Em janeiro, no início do que viria a ser a pandemia de covid-19, um passageiro infectado e assintomático contagiou um terço dos passageiros de seu ônibus mal ventilado durante uma viagem de menos de uma hora, uma nova indicação de que o o coronavírus é provavelmente transmissível por via aérea.
A tese da transmissão do vírus pelo ar que inspiramos e expiramos, mais do que apenas as gotículas expelidas ao espirrar ou tossir, foi inicialmente rejeitada pelas autoridades sanitárias mundiais.

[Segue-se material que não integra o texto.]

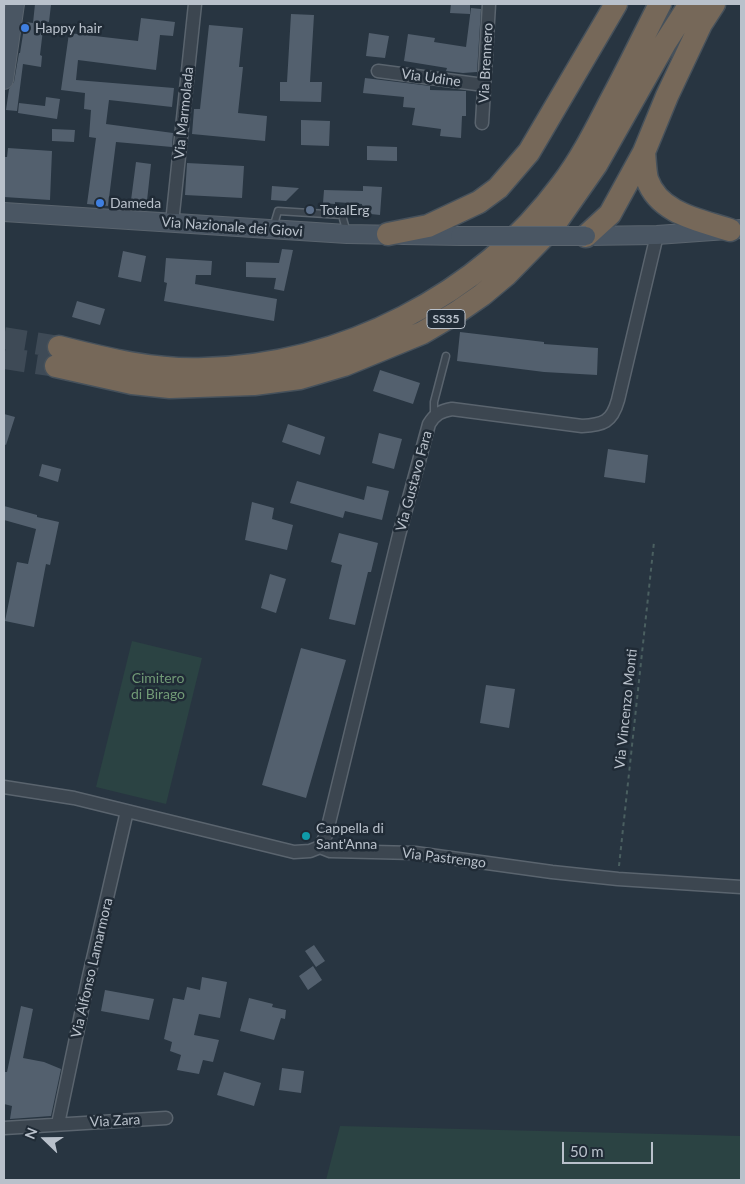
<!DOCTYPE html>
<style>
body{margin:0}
#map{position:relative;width:745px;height:1184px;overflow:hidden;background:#283541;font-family:Lato,sans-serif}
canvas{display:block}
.frame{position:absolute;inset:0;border:5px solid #b9c1cb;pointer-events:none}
.north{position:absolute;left:20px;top:1114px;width:50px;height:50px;-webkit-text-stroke:4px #202b36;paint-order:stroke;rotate:292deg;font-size:14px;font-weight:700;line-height:20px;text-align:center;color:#b9c1cb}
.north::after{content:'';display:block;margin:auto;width:18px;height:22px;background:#b9c1cb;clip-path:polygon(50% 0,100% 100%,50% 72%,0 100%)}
.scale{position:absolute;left:562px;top:1142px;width:91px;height:22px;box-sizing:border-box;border:2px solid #b9c1cb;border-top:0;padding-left:6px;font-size:15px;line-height:18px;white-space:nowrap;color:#b9c1cb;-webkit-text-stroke:4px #202b36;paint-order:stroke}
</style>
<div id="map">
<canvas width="745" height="1184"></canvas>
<div class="frame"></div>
<div class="north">N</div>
<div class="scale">50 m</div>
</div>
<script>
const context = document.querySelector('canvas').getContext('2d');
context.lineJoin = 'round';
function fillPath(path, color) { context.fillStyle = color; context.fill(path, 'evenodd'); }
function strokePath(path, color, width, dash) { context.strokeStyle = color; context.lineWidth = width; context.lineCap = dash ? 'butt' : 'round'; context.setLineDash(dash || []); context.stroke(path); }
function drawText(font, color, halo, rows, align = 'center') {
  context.font = font + ' Lato,sans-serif'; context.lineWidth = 5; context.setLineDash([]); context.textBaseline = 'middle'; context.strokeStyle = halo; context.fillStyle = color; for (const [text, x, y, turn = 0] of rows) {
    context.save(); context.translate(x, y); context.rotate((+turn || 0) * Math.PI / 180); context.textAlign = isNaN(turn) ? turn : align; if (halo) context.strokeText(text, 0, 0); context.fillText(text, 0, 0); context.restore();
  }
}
fillPath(new Path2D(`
 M132,641L202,658L166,804L96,787Z
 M340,1126L741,1136V1180H326Z`), '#2b4343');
fillPath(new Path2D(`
 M35,4L51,5L49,22L44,21L40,55L42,56L41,67L23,64L17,111L6,110L9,89L14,82L19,53H20L25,22L33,23Z
 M451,4H470V14L450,13Z
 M471,8L481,9L477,72L463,73L446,71L447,68L404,61L408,34L435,38L434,42L466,47Z
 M291,14L314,15L310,82H322L321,102L280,101V82H287Z
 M141,18L175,22L173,36L160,35L156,70L78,60L76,80L174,88L172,107L109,100L106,124L173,133L172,147L116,142L108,206L87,204L96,138L89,137L91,110L84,109L85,93L61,90L69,33L138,41Z
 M209,25L243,28L239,67H243L238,113L267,116L265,141L192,134L194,109H200Z
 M369,33L389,36L385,58L366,56Z
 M365,78L430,86V90L466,91V116H462L461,138L440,136L441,129L412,125L415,108L403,107L404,97L363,93Z
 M46,97L60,99L57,119L18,113L19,103L45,106Z
 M301,120L330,121L329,146L301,145Z
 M52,129L75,130L74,142L52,141Z
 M367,146L397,147V161L367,160Z
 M8,148L52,151L50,200L4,197V157H7Z
 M136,162L151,164L146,210L130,208Z
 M187,163L244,166L242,198L185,195Z
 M272,186L299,188L286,201L271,200Z
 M363,186L382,187L380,215L361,213L362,204L335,202V204L323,203L324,190L363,191Z
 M282,249L293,250L284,291L274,289L276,278L246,277V262L279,263Z
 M123,251L146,256L141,282L118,277Z
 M166,258L212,261L211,275H196L195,284L277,299L274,321L164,301L167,283L164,282Z
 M77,301L105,309L100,325L72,317Z
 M460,332L544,342V344L598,348L597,375L544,372L457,361Z
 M380,370L420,383L413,404L373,391Z
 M4,414L15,417L6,445L4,444Z
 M288,424L325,437L320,455L282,442Z
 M379,433L402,439L394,469L372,463Z
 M608,449L648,455L645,483L604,477Z
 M42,464L61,469L58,482L39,476Z
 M297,481L364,500L367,486L389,491L382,520L345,511L343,518L290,503Z
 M252,502L274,508L272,519L293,525L287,550L245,540Z
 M4,506L37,515V517L59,522L50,565L46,564L34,627L5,621L17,562L28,564L36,529L4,520Z
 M339,533L378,543L371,572H368L355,625L329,619L342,565L331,562Z
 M270,574L286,579L276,613L261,608Z
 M301,648L346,660L306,798L262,785Z
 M486,685L515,689L509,728L480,723Z
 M314,945L325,961L316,967L305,951Z
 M313,966L322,980L308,990L299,976Z
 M202,977L227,982L220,1018L199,1014L194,1035L219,1040L213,1062L203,1060L199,1074L177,1070L181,1055L170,1051L172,1042L164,1039L173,998L184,1000L187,987L200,990Z
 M105,990L154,999L149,1020L101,1011Z
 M249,998L273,1004L272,1007L286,1010L285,1019L281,1018L274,1040L240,1031Z
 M21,1006L33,1009L23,1058L44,1062L61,1069L51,1116L10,1119L12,1106L4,1104V1072H7Z
 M282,1068L304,1071L301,1093L279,1090Z
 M224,1072L261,1083L254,1106L217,1095Z`), '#53606e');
strokePath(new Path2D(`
 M4,338L59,347
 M4,358L56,366`), '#3e4a56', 22, [22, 11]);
const lane = new Path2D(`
 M273,228L278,211L342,215L347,233
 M434,415V402L446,356`);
const street = new Path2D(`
 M378,71L484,85
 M482,123L489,4
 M172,223L195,4
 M4,787L74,798L294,852L310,851L320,847L330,851L415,853L552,872L618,879L741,887
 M320,847L326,835L399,535L429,424C435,414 441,411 452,409L582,426C603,425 612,422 618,400L657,235
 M58,1124L89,976L127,811
 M4,1128L166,1118`);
const secondary = new Path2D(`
 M4,80L15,4
 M4,212L347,234L460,236
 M586,236L657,235L741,229`);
const highway = new Path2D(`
 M644,152C645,161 645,171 647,179C659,214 700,220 730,230
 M388,234L428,226L479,202L498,188L529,152L616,4
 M586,236L610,214L644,152L667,96L701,24L714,4
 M59,347C106,359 154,371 204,369C343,365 479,296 562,184C581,159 595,131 609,104C627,71 643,37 660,4
 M56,366L132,383L170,387L254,384L300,378L344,365L422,333L456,313L482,295L506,275L552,228L596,165L665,43L690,4`);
strokePath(lane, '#5a646e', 9);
strokePath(street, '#5a646e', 15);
strokePath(secondary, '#5a646e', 20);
strokePath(highway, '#46515b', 25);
strokePath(new Path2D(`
 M619,866L654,542`), '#4a5f60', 2, [4, 4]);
strokePath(lane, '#3c4650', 6);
strokePath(street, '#3c4650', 12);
strokePath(secondary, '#4a5663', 18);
strokePath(highway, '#766859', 22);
const secondaryBridge = new Path2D(`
 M460,236H586`);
strokePath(secondaryBridge, '#5a646e', 20, []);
strokePath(secondaryBridge, '#4a5663', 18);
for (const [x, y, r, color] of [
 [25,28,5,"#3f7fe0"],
 [100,203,5,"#3f7fe0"],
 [310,210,5,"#5c6f8a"],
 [306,836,5,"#0f9aa8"]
]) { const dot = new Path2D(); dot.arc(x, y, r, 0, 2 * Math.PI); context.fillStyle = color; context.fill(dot); strokePath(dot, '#202b36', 2); }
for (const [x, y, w] of [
 [446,319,38]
]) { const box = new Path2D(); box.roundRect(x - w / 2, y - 9.5, w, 19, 4); context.fillStyle = '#202b36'; context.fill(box); strokePath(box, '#b9c1cb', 1); }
drawText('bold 12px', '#b9c1cb', null, [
 ["SS35",446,319]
]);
drawText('14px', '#b9c1cb', '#202b36', [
 ["Happy hair",35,28],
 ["Dameda",110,203],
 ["TotalErg",320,210],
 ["Cappella di",316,828],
 ["Sant'Anna",316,844]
], 'left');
drawText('14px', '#b9c1cb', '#202b36', [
 ["Via Brennero",486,63,-87],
 ["Via Udine",431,78,8],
 ["Via Marmolada",184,113,-84],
 ["Via Nazionale dei Giovi",232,227,4],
 ["Via Gustavo Fara",414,481,-75],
 ["Via Vincenzo Monti",626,709,-84],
 ["Via Pastrengo",444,858,7],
 ["Via Alfonso Lamarmora",92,968,-77],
 ["Via Zara",115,1121,-3]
]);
drawText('14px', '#719a76', '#202b36', [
 ["Cimitero",158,678],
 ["di Birago",158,694]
]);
</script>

No entanto, em meados do ano essa apreciação sofreu uma reviravolta sob a pressão de muitos especialistas em vírus respiratórios e estudos sobre a presença de partículas virais nas microgotículas suspensas no ar, expelidas simplesmente pela fala.
Em um artigo publicado nesta terça-feira pelo jornal médico americano Jama Internal Medicine, especialistas do Centro Chinês para Controle e Prevenção de Doenças descrevem como entrevistaram e examinaram passageiros que foram transportados em dois ônibus para um evento budista na cidade de Ningbo no dia 19 de janeiro, em viagem de 50 minutos (retorno nos mesmos dois ônibus). Ninguém usava máscara.
Um homem na faixa dos sessenta anos, sem sintomas, foi possivelmente o caso índice, tendo anteriormente tido contato com pessoas em Wuhan, a cidade onde a epidemia começou.
Ele estava sentado à direita entre dois passageiros no ônibus número 1. Outros 23 passageiros deste ônibus foram infectados, de um total de 68 pessoas. Nenhuma infecção, contudo, foi encontrada no ônibus número um, que era idêntico.
Os pesquisadores descobriram que o círculo de contágio era muito maior do que as poucas fileiras ao redor do homem, com pessoas tendo sido infectadas na frente e atrás do ônibus. Se o vírus fosse transmitido apenas por gotículas grandes, o círculo teria sido menor uma vez que geralmente caem dentro de um perímetro de um ou dois metros.
Além disso, o paciente índice não apresentava sintomas no momento da viagem, portanto, não estava tossindo.
O sistema de ar condicionado do ônibus recirculou o ar dentro do veículo e não o renovou, possivelmente ajudando a espalhar o vírus pelo ônibus, concluem os autores.
"Esta pesquisa sugere que, em ambientes fechados onde o ar é recirculado, o SARS-CoV-2 é um patógeno altamente transmissível", afirmaram.
O estudo, meticuloso e que inclui um mapa do ônibus com o local que cada infectado ocupou, junta-se a outros que vão no mesmo sentido, nomeadamente o que se refere ao caso de múltiplas infecções entre mesas de um restaurante de Cantão, que mais uma vez sem dúvida permitiu um sistema de ventilação que não renova o ar internamente.